Feature EngineeringNext, we will convert the attributes of the dataset into numpy format with the data type float32, as the default data type of numpy arrays is float64, in order to half memory usage and double processing speed.
data = df.to_numpy().astype('float32')
The attributes of a dataframe need to be standardized such that each feature has an equal impact on the predictions before they can be used.
scaler=StandardScaler()
scaled_data=scaler.fit_transform(data)
scaled_data[:, 0].std()
The final classification in this problem depends on a wide variety of criteria.The more complex a system is, the more difficult it is to manage its features. Some of these characteristics overlap with one another. Because of this, we will first apply dimensionality reduction to the chosen features before feeding them into a classifier. The goal of dimensionality reduction is to narrow down a large set of potential variables into a manageable subset called principal variables. Non-linear dimensionality reduction is achieved by use of kernel principal component analysis (KPCA). It's a non-linear dimensionality reduction methodology that builds on principal component analysis (PCA) by employing kernel methods. The dimensions for this project will be reduced to 3.

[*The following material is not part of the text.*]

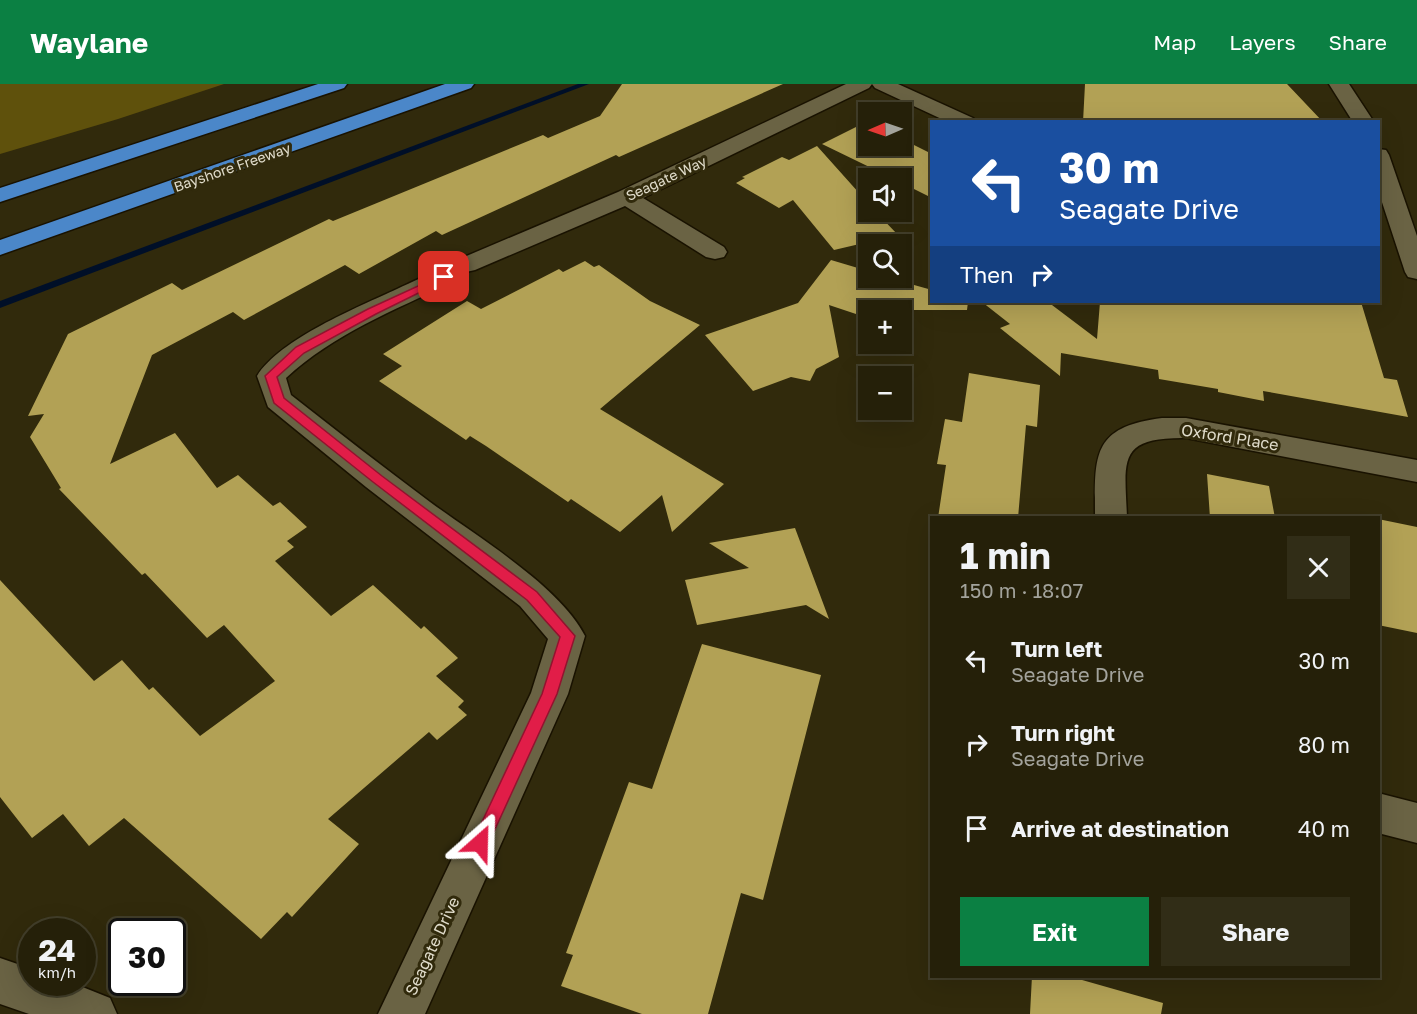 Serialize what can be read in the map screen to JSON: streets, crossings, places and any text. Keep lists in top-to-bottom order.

kpca=KernelPCA(n_components=3, kernel="cosine")
res_kpca_cos=kpca.fit_transform(scaled_data)
res_kpca_cos
We will present a 3D data projection with a reduced dimension.
x = res_kpca_cos[:, 0]
y = res_kpca_cos[:, 1]
z = res_kpca_cos[:, 2]
sns.set_style("whitegrid")
fig = plt.figure(figsize=(10,8))
ax = fig.add_subplot(111, projection="3d")
ax.scatter(x,y,z, c="maroon", marker="o" )
ax.set_title("A 3D Projection Of Data In The Reduced Dimension")
plt.show()
After all the attributes have been reduced to three dimensions, the K-Means clustering algorithm will be used to conduct clustering. To identify the number of clusters to be generated, the elbow method is going to be used first.
Elbow_M = KElbowVisualizer(KMeans(), k=10)
Elbow_M.fit(kpca_df)
Elbow_M.show()
The graph demonstrates that the optimal number of clusters for these data is five. Next, the the K-Means model will be fitted to obtain the final clusters.
clusterer=KMeans(n_clusters=5, random_state=123)
clusters=clusterer.fit_predict(kpca_df)
kpca_df["Clusters"] = clusters
df["Clusters"]= clusters
Let's have a look at the 3-D distribution of the clusters in order to evaluate the clusters that have generated.
sns.set_style("whitegrid")
fig = plt.figure(figsize=(10,8))
ax = plt.subplot(111, projection='3d', label="bla")
ax.scatter(x, y, z, s=40, c=kpca_df["Clusters"], cmap="copper", marker='o' )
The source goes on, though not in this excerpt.